Excerpted data:
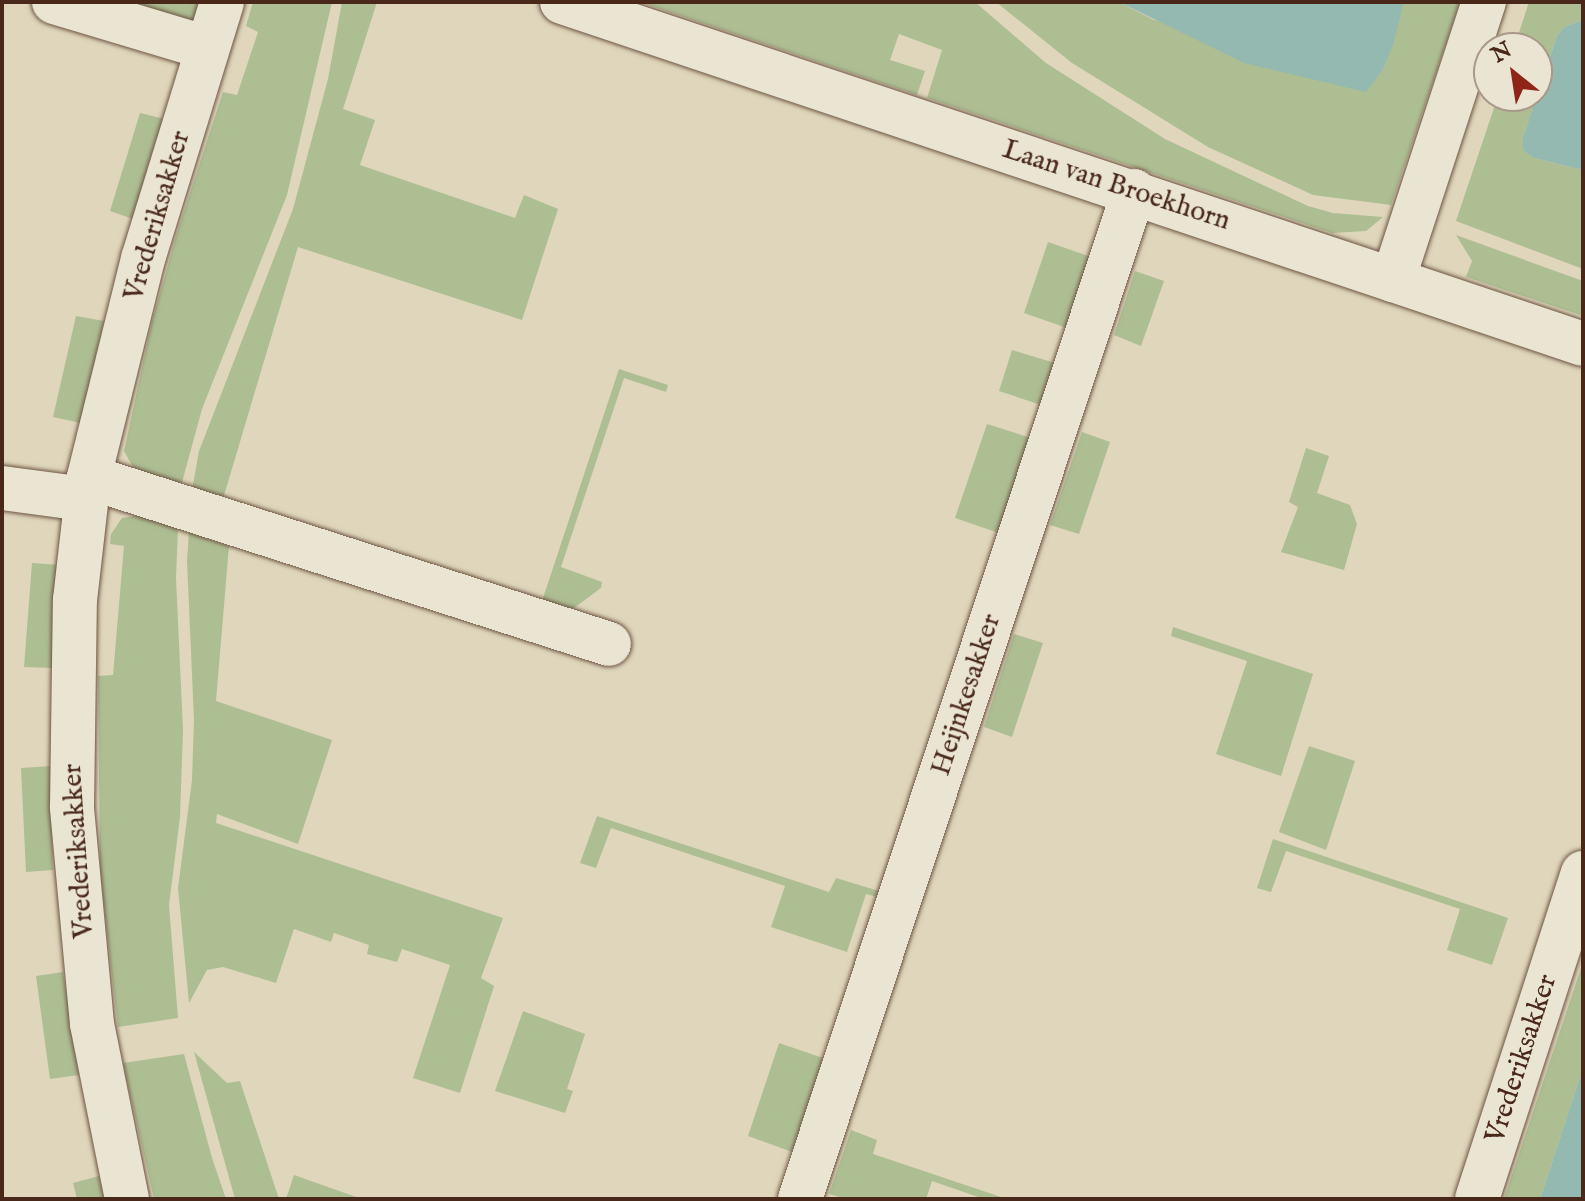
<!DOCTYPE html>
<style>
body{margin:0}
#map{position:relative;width:1585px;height:1201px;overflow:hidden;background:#dfd6bb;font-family:"IM FELL English",serif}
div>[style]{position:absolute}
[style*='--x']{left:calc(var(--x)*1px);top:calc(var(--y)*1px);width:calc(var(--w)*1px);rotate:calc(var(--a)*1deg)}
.green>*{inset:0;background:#aebe93}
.water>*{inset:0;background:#93b9b0}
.roads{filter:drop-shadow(0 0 2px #6e5442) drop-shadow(0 0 2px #6e5442)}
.street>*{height:44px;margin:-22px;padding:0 22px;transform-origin:22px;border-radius:22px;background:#eae4d3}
span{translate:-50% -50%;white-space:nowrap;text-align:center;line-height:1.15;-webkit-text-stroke:7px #eae4d3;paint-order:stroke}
.street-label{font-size:28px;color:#49281a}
.frame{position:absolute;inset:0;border:4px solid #49281a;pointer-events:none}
.north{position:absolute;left:1473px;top:32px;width:80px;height:80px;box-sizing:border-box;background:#eae4d3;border:2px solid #aa9989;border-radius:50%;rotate:330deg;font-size:22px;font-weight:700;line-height:32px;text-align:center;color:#49281a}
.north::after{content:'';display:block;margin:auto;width:28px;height:36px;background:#8f2418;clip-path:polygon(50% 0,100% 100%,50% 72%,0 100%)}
</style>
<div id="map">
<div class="green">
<div style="clip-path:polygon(118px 2px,205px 2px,191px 26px)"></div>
<div style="clip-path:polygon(253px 2px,332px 2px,287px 195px,202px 409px,181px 486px,134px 469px,124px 451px,152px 322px,177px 233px,223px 92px,237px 95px,258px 32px,246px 26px)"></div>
<div style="clip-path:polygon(342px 2px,377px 2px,343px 109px,375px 120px,360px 165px,515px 218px,524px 195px,558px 209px,522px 320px,298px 247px,223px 499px,192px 490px,199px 451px,293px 209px,328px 79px)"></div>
<div style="clip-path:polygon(640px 2px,975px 2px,1046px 63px,1165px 139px,1308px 206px,1333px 213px,1383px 217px,1366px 231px,1332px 233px,927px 98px,942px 50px,899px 34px,890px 60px,925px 71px,917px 95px)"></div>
<div style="clip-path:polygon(996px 2px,1119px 2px,1154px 20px,1382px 71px,1404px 2px,1460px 2px,1391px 205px,1313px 195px,1208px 147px,1072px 63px)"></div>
<div style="clip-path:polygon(1529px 2px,1583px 2px,1583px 20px,1564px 27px,1557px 36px,1537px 95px,1537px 48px,1514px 48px)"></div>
<div style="clip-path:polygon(1498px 96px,1537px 96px,1523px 137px,1534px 158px,1583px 170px,1583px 269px,1456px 221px)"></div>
<div style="clip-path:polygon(140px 113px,165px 119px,133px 219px,110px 211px)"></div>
<div style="clip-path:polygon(1456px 235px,1583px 281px,1583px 316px,1466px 277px,1472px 261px)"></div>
<div style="clip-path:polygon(1048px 242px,1091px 257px,1067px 328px,1024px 313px)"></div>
<div style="clip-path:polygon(1135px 271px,1164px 281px,1141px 346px,1114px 335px)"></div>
<div style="clip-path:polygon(76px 316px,104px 321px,81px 423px,53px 417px)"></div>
<div style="clip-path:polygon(1012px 350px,1055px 363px,1041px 405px,999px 391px)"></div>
<div style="clip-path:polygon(619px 369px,668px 385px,666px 392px,624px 378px,561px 567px,602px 582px,601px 588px,574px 608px,560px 609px,541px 604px)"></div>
<div style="clip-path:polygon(987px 424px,1031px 438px,999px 533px,955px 518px)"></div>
<div style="clip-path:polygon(1082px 432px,1110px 442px,1079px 534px,1050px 525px)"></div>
<div style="clip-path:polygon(1306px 448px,1329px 456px,1317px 493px,1350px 505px,1357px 524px,1344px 570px,1281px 552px,1298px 507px,1289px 502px)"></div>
<div style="clip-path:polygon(140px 515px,178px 528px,176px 578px,183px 730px,180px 817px,169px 905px,178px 1018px,118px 1027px,100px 872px,98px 676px,113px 675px,124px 546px,110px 544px,111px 534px,122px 518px)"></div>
<div style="clip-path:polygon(189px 532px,229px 546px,216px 701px,332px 740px,298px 844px,217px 814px,216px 823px,503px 918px,481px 978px,494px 986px,460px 1093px,413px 1078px,450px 965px,402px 949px,397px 962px,367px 954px,369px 945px,334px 933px,331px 942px,294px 929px,276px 983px,223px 967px,207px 970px,189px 1003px,178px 888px,192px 780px,194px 720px,187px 561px)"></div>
<div style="clip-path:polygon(32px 563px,60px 565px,52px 668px,24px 667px)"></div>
<div style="clip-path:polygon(1173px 627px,1313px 674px,1281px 776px,1216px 754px,1247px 661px,1171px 636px)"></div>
<div style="clip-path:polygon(1014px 634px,1043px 643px,1012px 737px,984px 727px)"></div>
<div style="clip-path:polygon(1309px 746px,1355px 761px,1326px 850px,1279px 832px)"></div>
<div style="clip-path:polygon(50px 766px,53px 870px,26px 872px,21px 768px)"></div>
<div style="clip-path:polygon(597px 816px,829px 892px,836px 878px,879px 891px,877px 897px,866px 894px,847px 952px,771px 927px,785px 886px,611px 828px,596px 868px,580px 863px)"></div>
<div style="clip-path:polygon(1273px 839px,1508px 918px,1492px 965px,1447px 950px,1460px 909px,1286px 851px,1271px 892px,1257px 888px)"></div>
<div style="clip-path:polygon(1583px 962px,1583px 1068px,1540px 1199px,1504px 1199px)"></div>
<div style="clip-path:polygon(63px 972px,79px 1075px,50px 1079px,36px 976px)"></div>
<div style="clip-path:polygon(523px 1011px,585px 1034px,567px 1089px,573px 1091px,565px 1113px,495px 1091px)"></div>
<div style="clip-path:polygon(779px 1043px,823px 1058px,792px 1152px,748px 1136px)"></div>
<div style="clip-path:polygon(194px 1052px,227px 1083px,240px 1081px,279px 1199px,235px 1199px)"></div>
<div style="clip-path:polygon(184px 1054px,212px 1158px,226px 1199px,154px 1199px,123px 1063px)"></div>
<div style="clip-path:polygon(851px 1130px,877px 1140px,873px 1154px,1007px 1199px,984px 1199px,932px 1181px,926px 1199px,846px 1199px,829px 1194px)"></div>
<div style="clip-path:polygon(294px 1175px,362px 1199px,286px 1199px)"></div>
<div style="clip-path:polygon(99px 1176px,105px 1199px,77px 1199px,73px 1183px)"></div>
</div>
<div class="water">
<div style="clip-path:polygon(1119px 2px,1404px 2px,1392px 48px,1382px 71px,1366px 92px,1244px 63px)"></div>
<div style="clip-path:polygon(1583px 20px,1583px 170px,1534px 158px,1523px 150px,1523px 137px,1557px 36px,1564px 27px)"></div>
<div style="clip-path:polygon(1583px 1068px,1583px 1199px,1540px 1199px)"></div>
</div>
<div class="roads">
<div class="street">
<div style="--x:54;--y:2;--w:160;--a:16.7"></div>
<div style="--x:562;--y:2;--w:876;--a:18.5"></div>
<div style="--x:1393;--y:280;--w:293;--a:-71.9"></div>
<div style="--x:1393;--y:280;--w:200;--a:18.6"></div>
<div style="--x:89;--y:477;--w:546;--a:17.8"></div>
<div style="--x:2;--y:488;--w:83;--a:7.6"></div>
<div style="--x:127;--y:1199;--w:178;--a:-101.3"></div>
<div style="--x:92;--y:1024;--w:218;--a:-95.3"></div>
<div style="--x:72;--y:807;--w:207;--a:-89.2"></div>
<div style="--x:75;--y:600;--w:124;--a:-83.5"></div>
<div style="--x:89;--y:477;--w:225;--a:-76.1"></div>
<div style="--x:143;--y:259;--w:269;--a:-72.9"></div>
<div style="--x:800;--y:1199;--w:1062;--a:-71.67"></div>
<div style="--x:1477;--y:1199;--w:343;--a:-72"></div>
</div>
</div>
<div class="street-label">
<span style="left:1116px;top:186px;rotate:18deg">Laan van Broekhorn</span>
<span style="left:158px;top:216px;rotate:-74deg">Vrederiksakker</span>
<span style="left:967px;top:695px;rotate:-72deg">Heijnkesakker</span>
<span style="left:79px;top:851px;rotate:-94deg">Vrederiksakker</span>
<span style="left:1522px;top:1059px;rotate:-72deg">Vrederiksakker</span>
</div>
<div class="frame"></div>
<div class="north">N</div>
</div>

To do:
Whenever a line of the listing above holds the word "roads", copy that line.

Task response:
.roads{filter:drop-shadow(0 0 2px #6e5442) drop-shadow(0 0 2px #6e5442)}
<div class="roads">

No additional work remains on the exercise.